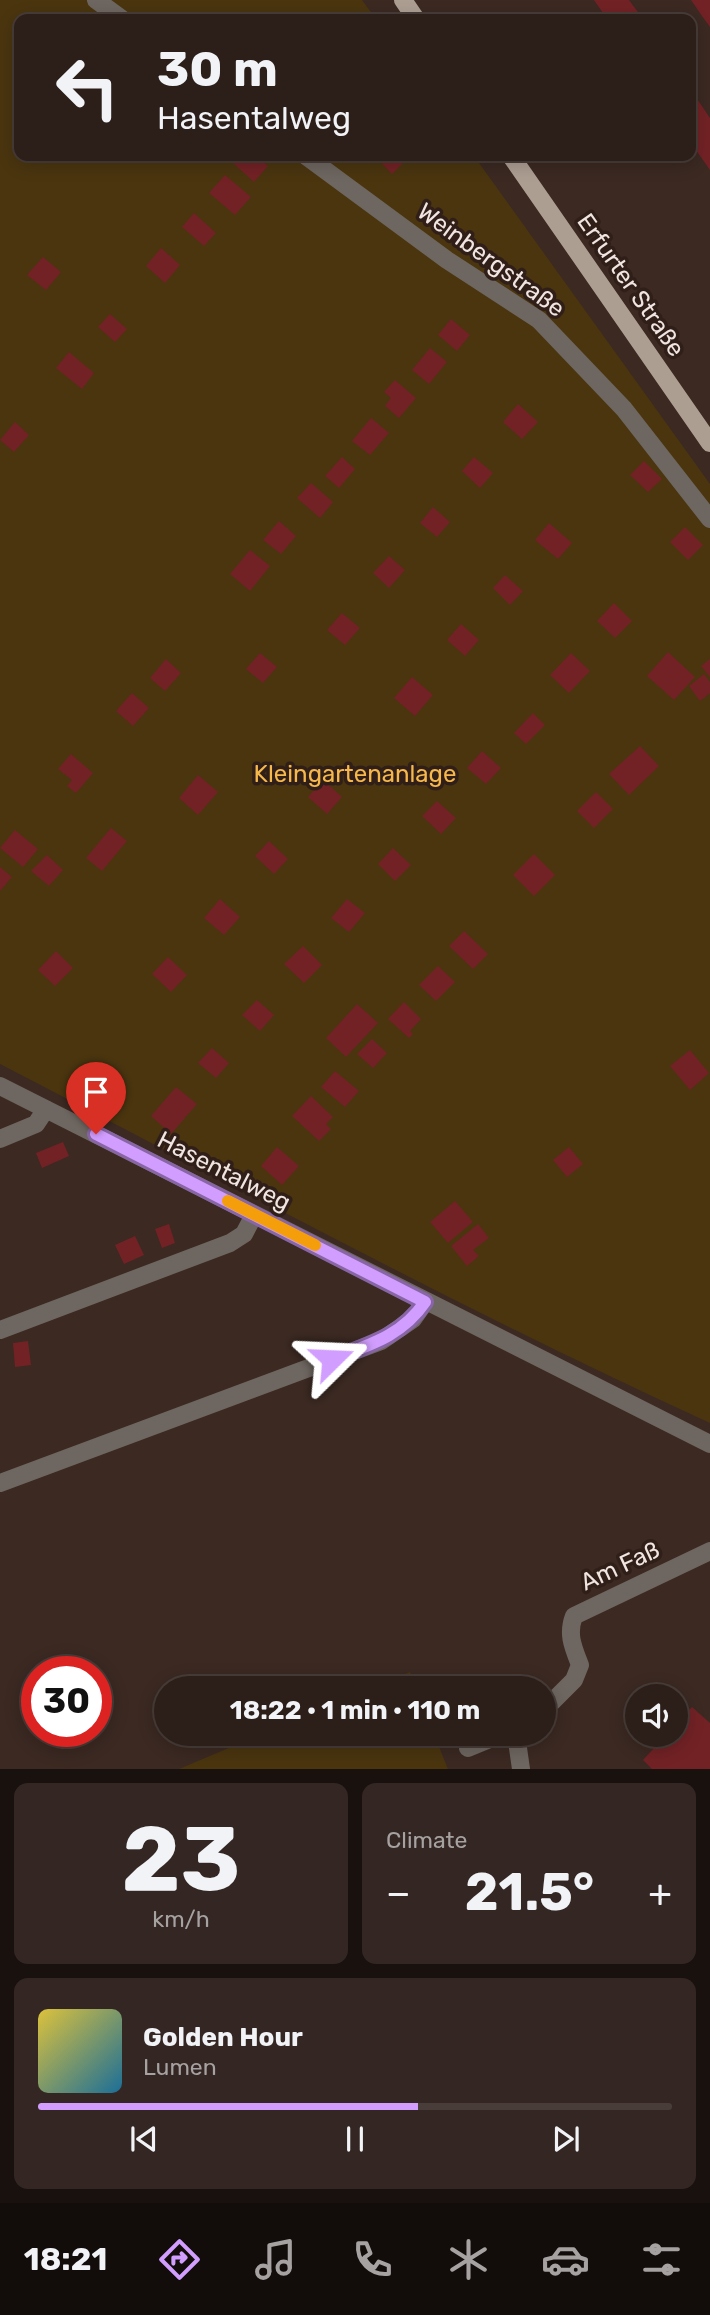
<!DOCTYPE html>
<html lang="en">
<head>
<meta charset="utf-8">
<style>
	:root { --surface:#2c1f1a; --page:#342723; --text:#f1f3f6; --muted:#a6a2a2; --line:#483d39; --accent:#d19dfe }
	body { margin:0; font-family:Rubik,sans-serif; background:var(--page); color:var(--text); height:100vh; display:flex; flex-direction:column; font-size:26px; white-space:nowrap }
	* { box-sizing:border-box; margin:0 }
	p { font-size:23px; color:var(--muted) }
	.icon { flex:none; width:38px; height:38px; fill:none; stroke:currentColor; stroke-width:2; stroke-linecap:round; stroke-linejoin:round }
	.map { position:relative; height:1769px; overflow:hidden }
	.details { display:flex; flex-direction:column; gap:14px; padding:14px; background:#18110e; flex:1 }
	.details>* { flex:none }
	.banner { position:absolute; left:14px; top:14px; width:682px; height:147px; border-radius:14px; box-shadow:0 4px 18px #0003,0 0 0 2px var(--line); background:#2c1f1a; color:var(--text); overflow:hidden }
	.tools { position:absolute; left:625px; top:1684px; display:grid; gap:14px }
	.tools a { display:grid; place-items:center; width:63px; height:63px; border-radius:50%; background:var(--surface); box-shadow:0 4px 18px #0003,0 0 0 2px var(--line); font-size:35px }
	.speed { position:absolute; left:21px; top:1656px; display:flex; gap:14px; font-size:35px; font-weight:700; text-align:center }
	.speed>* { display:grid; place-content:center; width:91px; height:91px; border-radius:50%; background:var(--surface); box-shadow:0 4px 18px #0003,0 0 0 2px var(--line); line-height:1 }
	.speed .limit { border:10px solid #d22; background:#fff; color:#111 }
	.pin { position:absolute; display:grid; place-items:center; width:60px; height:60px; color:#fff; margin:-72px -30px; border-radius:50% 50% 50% 0; rotate:-45deg; box-shadow:0 0 7px #0007 }
	.pin .icon { rotate:45deg }
	.me { position:absolute; width:77px; margin:-38px; rotate:69deg; stroke-linejoin:round; filter:drop-shadow(0 0 5px #0008) }
	.turn { display:flex; align-items:center; gap:24px; height:147px; padding:0 28px; font-size:32px }
	.turn .icon { width:91px; height:91px; stroke-width:2.5 }
	.turn b { display:block; font-size:49px; line-height:60px }
	.big { font-size:52px; font-weight:700; line-height:1.1 }
	.details .tile { flex:1; display:flex; flex-direction:column; justify-content:center; gap:10px; min-width:0; padding:0 24px; border-radius:14px; background:var(--page) }
	.details .dial { align-items:center; gap:0 }
	.dial b { font-size:91px; line-height:1 }
	.song { display:flex; align-items:center; gap:21px }
	.cover { width:84px; height:84px; border-radius:10px; background:linear-gradient(135deg,hsl(50 70% 55%),hsl(200 70% 35%)) }
	.played { height:7px; border-radius:4px; background:linear-gradient(90deg,var(--accent) 60%,var(--line) 60%) }
	.keys { display:flex; justify-content:space-around; direction:ltr }
	.heat { display:flex; justify-content:space-between; align-items:center; font-size:38px; direction:ltr }
	.details .tiles { flex:1; display:grid; gap:14px; grid-template-columns:1fr 1fr }
	.tile:last-child { grid-column:span 2 }
	.trip { position:absolute; left:154px; top:1676px; width:402px; height:70px; border-radius:35px; background:var(--surface); box-shadow:0 4px 18px #0003,0 0 0 2px var(--line); font-weight:700; line-height:70px; text-align:center }
	.menu { display:flex; height:112px; justify-content:space-around; align-items:center; background:#120c0a; color:var(--muted) }
	.menu .icon { width:49px; height:49px }
	.menu .active { color:var(--accent) }
	.menu b { font-size:32px; color:var(--text) }
	.map>svg:first-child { display:block }
	.green { fill:#4a350f }
	.building { fill:#722225 }
	.lines { fill:none; stroke-linecap:round; stroke-linejoin:round }
	.minor { stroke:#6e6660; stroke-width:18 }
	.major { stroke:#ad9e92; stroke-width:18 }
	.route-casing { stroke:#8866a5; stroke-width:18 }
	.route { stroke:#d19dfe; stroke-width:12 }
	.slow { stroke:#f59e0b; stroke-width:12 }
	.labels { text-anchor:middle; stroke-width:7; stroke-linejoin:round; paint-order:stroke }
	.street-label { font-size:24px; fill:#f1e5e1; stroke:#301f19 }
	.park-label { font-size:24px; fill:#f6b84a; stroke:#301f19 }
</style>
</head>
<body>
<div class="map">
<svg width="710" height="1769" viewBox="0 0 710 1769">
	<rect width="100%" height="100%" fill="#3b2922"/>
	<!-- green -->
	<path class="green" d="M0,0H362L376,19H19V156H474L710,484V1423C469,1313 235,1186 0,1064Z
		M410,1672L416,1689H371Z
		M262,1734H434L448,1769H179Z"/>
	<!-- building -->
	<path class="building" d="M594,0H629L643,19H607Z
		M691,0H710V27L702,16Z
		M691,90L710,118V170L691,143Z
		M240,156H257L268,166L254,182L233,163Z
		M375,156H401L406,160L392,174Z
		M225,175L251,197L235,215L209,193Z
		M194,213L216,233L204,246L182,227Z
		M161,248L180,265L165,283L146,266Z
		M43,257L61,272L46,290L27,275Z
		M110,314L127,329L115,342L98,327Z
		M451,319L470,335L457,351L438,335Z
		M430,348L447,362L429,384L412,370Z
		M69,352L94,373L82,389L56,368Z
		M395,380L416,398L399,418L385,406L391,398L384,392Z
		M518,404L538,422L522,439L503,422Z
		M371,418L389,433L370,455L352,441Z
		M15,422L29,435L14,452L0,440Z
		M342,457L355,469L339,488L325,476Z
		M474,457L493,473L480,488L462,471Z
		M644,461L662,479L648,492L630,475Z
		M311,483L333,502L320,518L297,498Z
		M433,507L450,522L437,537L420,523Z
		M279,521L296,536L281,554L263,540Z
		M549,523L572,543L558,559L535,540Z
		M685,527L703,545L688,560L670,542Z
		M250,550L270,566L250,591L230,574Z
		M389,556L405,570L389,588L373,573Z
		M505,575L523,591L510,605L493,588Z
		M614,603L632,621L615,638L597,621Z
		M342,613L360,628L345,645L327,630Z
		M461,624L479,640L465,656L447,640Z
		M668,652L695,677L674,700L647,676Z
		M260,653L277,667L263,683L246,669Z
		M571,653L590,671L569,693L550,675Z
		M166,659L181,673L165,691L150,678Z
		M710,659V677L701,666Z
		M704,674L710,682V693L700,701L689,686Z
		M412,677L433,695L415,716L394,698Z
		M132,693L149,708L133,726L116,711Z
		M533,713L545,725L526,744L514,733Z
		M640,746L659,766L629,795L609,774Z
		M482,751L501,768L486,784L467,768Z
		M71,754L93,773L76,793L67,786L72,780L58,769Z
		M198,775L218,792L198,815L179,798Z
		M323,780L342,797L327,814L308,797Z
		M596,792L613,809L594,828L577,811Z
		M437,801L456,818L441,834L422,816Z
		M111,828L127,841L102,871L86,858Z
		M15,830L38,849L23,867L0,848Z
		M269,841L288,859L274,874L255,856Z
		M393,848L411,865L395,881L378,864Z
		M534,854L555,875L534,896L513,875Z
		M47,855L63,870L49,886L31,871Z
		M0,867L12,877L0,891Z
		M220,899L240,917L224,935L204,918Z
		M347,899L365,913L349,932L331,918Z
		M464,931L488,954L473,969L449,946Z
		M303,946L322,965L304,983L284,964Z
		M56,951L73,968L55,986L38,970Z
		M168,957L187,975L171,992L152,974Z
		M438,966L455,982L436,1001L419,985Z
		M257,1000L274,1015L260,1031L242,1015Z
		M404,1002L421,1019L410,1031L413,1034L409,1038L388,1019Z
		M357,1004L378,1023L346,1057L326,1038Z
		M372,1039L387,1053L373,1068L357,1054Z
		M212,1048L229,1063L216,1078L198,1063Z
		M690,1050L709,1073L690,1090L670,1066Z
		M335,1071L359,1091L345,1107L321,1087Z
		M176,1087L197,1104L171,1134L151,1116Z
		M311,1096L333,1117L326,1124L331,1129L319,1141L292,1116Z
		M63,1142L69,1156L42,1168L36,1153Z
		M277,1147L299,1166L282,1185L261,1166Z
		M569,1147L583,1164L567,1177L553,1160Z
		M455,1201L473,1222L448,1243L430,1222Z
		M169,1224L175,1243L162,1248L155,1229Z
		M478,1224L489,1238L473,1250L479,1256L467,1266L451,1246Z
		M135,1236L144,1255L124,1264L115,1245Z
		M28,1341L31,1365L15,1367L13,1343Z
		M692,1707L710,1723V1769H652L643,1760L667,1734H676V1725Z"/>
	<g class="lines">
		<!-- minor -->
		<path class="minor" d="M96,0L122,19
			M306,156L447,260L539,320L624,409L710,519
			M0,1086L710,1444
			M0,1139L36,1124L46,1109
			M0,1330L230,1243L244,1234L254,1215
			M0,1483L381,1341L413,1319L425,1302
			M544,1710L574,1680L580,1665C573,1647 567,1634 574,1616L710,1551
			M516,1734L521,1769
			M468,1748L502,1734"/>
		<!-- major -->
		<path class="major" d="M403,0L416,19
			M511,156L710,443"/>
	</g>
	<g class="lines">
		<!-- route casing -->
		<g class="route-casing">
			<path id="route" d="M96,1134L425,1302C402,1336 369,1345 332,1359"/>
		</g>
		<!-- route -->
		<use href="#route" class="route"/>
		<!-- slow -->
		<path class="slow" d="M228,1201L315,1245"/>
	</g>
	<g class="labels">
		<!-- street labels -->
		<g class="street-label">
			<text transform="translate(491 260) rotate(36)" y="8">Weinbergstraße</text>
			<text transform="translate(631 285) rotate(55)" y="8">Erfurter Straße</text>
			<text transform="translate(224 1171) rotate(27)" y="8">Hasentalweg</text>
			<text transform="translate(620 1566) rotate(-25)" y="8">Am Faß</text>
		</g>
		<!-- park labels -->
		<g class="park-label">
			<text x="355" y="782">Kleingartenanlage</text>
		</g>
	</g>
</svg>
<div class="tools">
<a><svg class="icon" aria-label="sound" viewBox="0 0 24 24"><path d="M4 9h4l5-4v14l-5-4H4zM17 9q2 3 0 6"/></svg></a>
</div>
<div class="speed"><div class="limit">30</div></div>
<div class="pin" style="left:96px;top:1134px;background:#d93025"><svg class="icon" aria-label="arrive" viewBox="0 0 24 24"><path d="M6 21V4h12l-3 4 3 4H6"/></svg></div>
<svg class="me" style="left:332px;top:1359px" viewBox="-20 -20 40 40"><path d="M0-17L14 15 0 8-14 15z" fill="#d19dfe" stroke="#fff" stroke-width="4"/></svg>
<div class="trip">18:22 · 1 min · 110 m</div>
<div class="banner">
<div class="turn"><svg class="icon" aria-label="left" viewBox="0 0 24 24"><path d="M17 20v-9H6M10 6l-5 5 5 5"/></svg><div><b>30 m</b>Hasentalweg</div></div>
</div>
</div>
<section class="details">
<div class="tiles">
<div class="tile dial"><b>23</b><p>km/h</p></div>
<div class="tile"><p>Climate</p>
<div class="heat"><a>−</a><b class="big">21.5°</b><a>+</a></div>
</div>
<div class="tile">
<div class="song"><i class="cover"></i><div><b>Golden Hour</b><p>Lumen</p></div></div>
<div class="played"></div>
<div class="keys"><svg class="icon" aria-label="previous" viewBox="0 0 24 24"><path d="M18 5L8 12l10 7zM5 5v14"/></svg><svg class="icon" aria-label="pause" viewBox="0 0 24 24"><path d="M8 5v14M16 5v14"/></svg><svg class="icon" aria-label="next" viewBox="0 0 24 24"><path d="M6 5l10 7-10 7zM19 5v14"/></svg></div>
</div>
</div>
</section>
<nav class="menu">
<b>18:21</b>
<svg class="icon active" aria-label="directions" viewBox="0 0 24 24"><path d="M12 3l9 9-9 9-9-9zM9 14v-3h6M13 9l2 2-2 2"/></svg>
<svg class="icon" aria-label="music" viewBox="0 0 24 24"><path d="M9 18V5l10-2v13"/><circle cx="6" cy="18" r="3"/><circle cx="16" cy="16" r="3"/></svg>
<svg class="icon" aria-label="phone" viewBox="0 0 24 24"><path d="M5 4h4l2 5-3 2q2 4 5 5l2-3 5 2v4C11 20 4 13 5 4z"/></svg>
<svg class="icon" aria-label="climate" viewBox="0 0 24 24"><path d="M12 3v18M4 7l16 10M4 17L20 7"/></svg>
<svg class="icon" aria-label="car" viewBox="0 0 24 24"><path d="M5 17H2v-5l4-1 3-4h7l3 4 3 1v5h-3M9 17h6M6 11h13"/><circle cx="7" cy="17" r="2"/><circle cx="17" cy="17" r="2"/></svg>
<svg class="icon" aria-label="filters" viewBox="0 0 24 24"><path d="M4 7h16M4 17h16"/><circle cx="9" cy="7" r="2"/><circle cx="15" cy="17" r="2"/></svg>
</nav>
</body>
</html>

━━━━

- PROBLEM DETAILS -
Would you please write out, exactly and with no other lines, the stretch of the listing above from the line containing "M342,457L355,469L339,488L325,476Z" through the line containing "M277,1147L299,1166L282,1185L261,1166Z"?

- RESULT OF THIS TASK -
		M342,457L355,469L339,488L325,476Z
		M474,457L493,473L480,488L462,471Z
		M644,461L662,479L648,492L630,475Z
		M311,483L333,502L320,518L297,498Z
		M433,507L450,522L437,537L420,523Z
		M279,521L296,536L281,554L263,540Z
		M549,523L572,543L558,559L535,540Z
		M685,527L703,545L688,560L670,542Z
		M250,550L270,566L250,591L230,574Z
		M389,556L405,570L389,588L373,573Z
		M505,575L523,591L510,605L493,588Z
		M614,603L632,621L615,638L597,621Z
		M342,613L360,628L345,645L327,630Z
		M461,624L479,640L465,656L447,640Z
		M668,652L695,677L674,700L647,676Z
		M260,653L277,667L263,683L246,669Z
		M571,653L590,671L569,693L550,675Z
		M166,659L181,673L165,691L150,678Z
		M710,659V677L701,666Z
		M704,674L710,682V693L700,701L689,686Z
		M412,677L433,695L415,716L394,698Z
		M132,693L149,708L133,726L116,711Z
		M533,713L545,725L526,744L514,733Z
		M640,746L659,766L629,795L609,774Z
		M482,751L501,768L486,784L467,768Z
		M71,754L93,773L76,793L67,786L72,780L58,769Z
		M198,775L218,792L198,815L179,798Z
		M323,780L342,797L327,814L308,797Z
		M596,792L613,809L594,828L577,811Z
		M437,801L456,818L441,834L422,816Z
		M111,828L127,841L102,871L86,858Z
		M15,830L38,849L23,867L0,848Z
		M269,841L288,859L274,874L255,856Z
		M393,848L411,865L395,881L378,864Z
		M534,854L555,875L534,896L513,875Z
		M47,855L63,870L49,886L31,871Z
		M0,867L12,877L0,891Z
		M220,899L240,917L224,935L204,918Z
		M347,899L365,913L349,932L331,918Z
		M464,931L488,954L473,969L449,946Z
		M303,946L322,965L304,983L284,964Z
		M56,951L73,968L55,986L38,970Z
		M168,957L187,975L171,992L152,974Z
		M438,966L455,982L436,1001L419,985Z
		M257,1000L274,1015L260,1031L242,1015Z
		M404,1002L421,1019L410,1031L413,1034L409,1038L388,1019Z
		M357,1004L378,1023L346,1057L326,1038Z
		M372,1039L387,1053L373,1068L357,1054Z
		M212,1048L229,1063L216,1078L198,1063Z
		M690,1050L709,1073L690,1090L670,1066Z
		M335,1071L359,1091L345,1107L321,1087Z
		M176,1087L197,1104L171,1134L151,1116Z
		M311,1096L333,1117L326,1124L331,1129L319,1141L292,1116Z
		M63,1142L69,1156L42,1168L36,1153Z
		M277,1147L299,1166L282,1185L261,1166Z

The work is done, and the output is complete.